Google released a new homepage doodle on Wednesday to commemorate the Cassini spacecraft starting its “grand finale” voyage moving between Saturn and its rings. The mission is Cassini’s last, and when it ends on September 15, it will mark the culmination of 20 years of work and research in outer space.
At 2 a.m. Pacific time on Wednesday, Cassini started its dive between the planet and its rings, losing radio contact with Earth momentarily. It’s expected to regain contact later in the day. During this “grand finale,” Cassini will orbit Saturn 22 times through the 1,500 mile-wide gap between the planet and its rings, using its 13-foot wide dish-shaped antenna as a protective shield to traverse a region no spacecraft has ever explored. In this mission, it will move increasingly closer to the planet before crashing into the atmosphere.
Google has a history of commemorating scientific achievements with its doodles, and although Google Chrome’s own omnibox search has rendered the main page sort of irrelevant in 2017, Google maintains a tradition of producing designs for events like the discovery of a dwarf star or the Juno probe orbiting Jupiter. Cassini is no exception.
Following a 2.2 billion-mile journey, the craft started orbiting Saturn 13 years ago. The project is a joint endeavor between NASA, the Italian Space Agency (known as the ASI), and the ESA.
But the craft is now low on fuel, and in 2010 NASA came up with a final mission that would preserve the nearby moons for future studies.
Scientists are hopeful that the mission will reveal more about the planet’s internal structure and the origin of its rings. Cassini will produce detailed maps of the planet’s gravity and magnetic fields, take close-up photos of its rings, and sample the icy ring particles being drawn into the planet’s magnetic field. The last images will make their way back to Earth a few hours before plunging down, but the team is also hopeful that Cassini will relay atmospheric data on its way down.
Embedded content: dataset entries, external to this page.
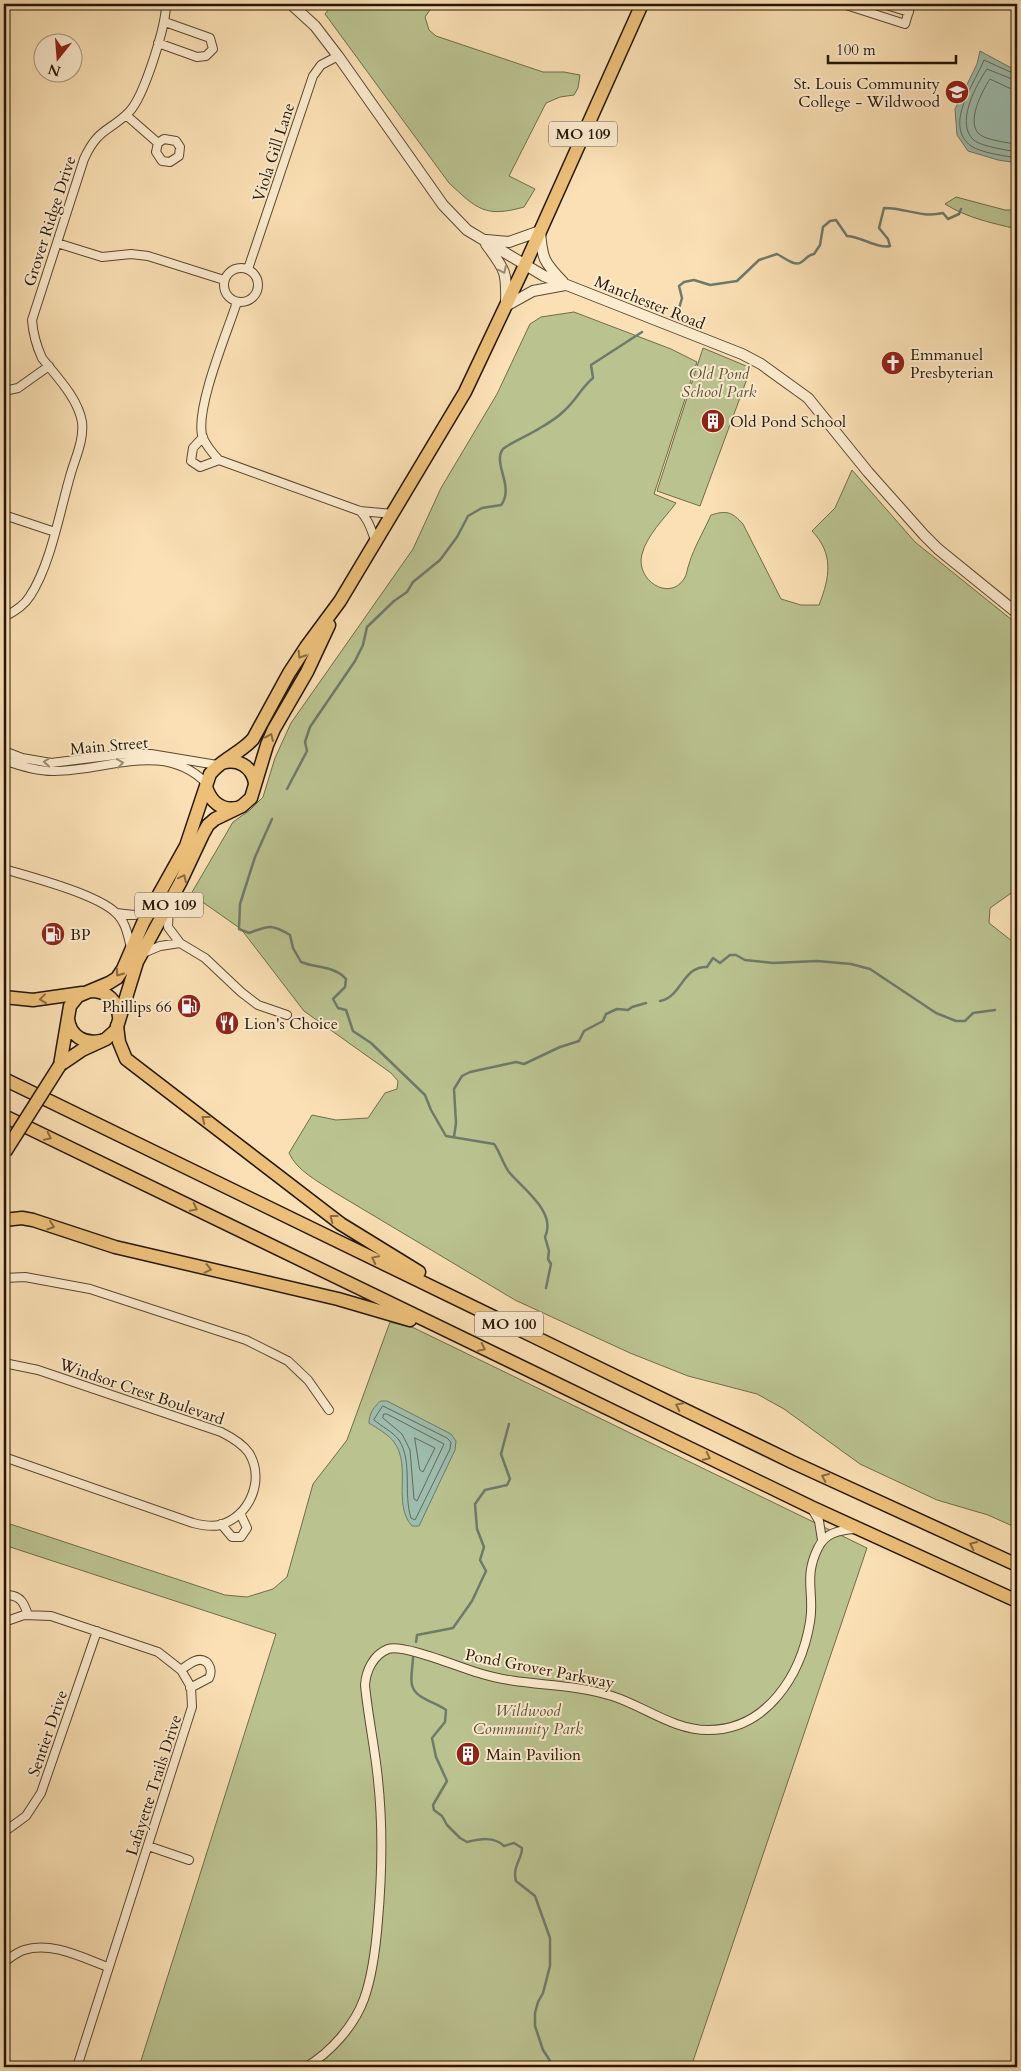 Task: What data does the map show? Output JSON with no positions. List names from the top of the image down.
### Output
{
  "streets": {
    "main road": ["MO 109", "MO 100"],
    "street": [
      "Viola Gill Lane",
      "Grover Ridge Drive",
      "Manchester Road",
      "Main Street",
      "Windsor Crest Boulevard",
      "Pond Grover Parkway",
      "Sentier Drive",
      "Lafayette Trails Drive"
    ]
  },
  "crossings": [
    ["MO 109", "Manchester Road"],
    ["MO 109", "Main Street"],
    ["Viola Gill Lane", "Manchester Road"],
    ["Sentier Drive", "Lafayette Trails Drive"]
  ],
  "parks": ["Old Pond School Park", "Wildwood Community Park"],
  "places": {
    "school or university": ["St. Louis Community College - Wildwood"],
    "church": ["Emmanuel Presbyterian"],
    "building": ["Old Pond School", "Main Pavilion"],
    "fuel station": ["BP", "Phillips 66"],
    "restaurant": ["Lion's Choice"]
  },
  "scale_bar": "100 m",
  "north": "bottom"
}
During its time in space, Cassini has shed light on the solar system’s second largest planet and its 62 moons. In 2015, the craft relayed images of Prometheus, showing its cratered surface. Last month, it shared images of Pan, which looks a bit like a piece of space ravioli.
“Cassini will make some of its most extraordinary observations at the end of its long life,” Linda Spilker, Cassini project scientist at NASA’s Jet Propulsion Laboratory, said in a statement.
Google also shared an alternative concept for the doodle:
“Cassini’s grand finale is so much more than a final plunge,” said Spilker. “It’s a thrilling final chapter for our intrepid spacecraft, and so scientifically rich that it was the clear and obvious choice for how to end the mission.”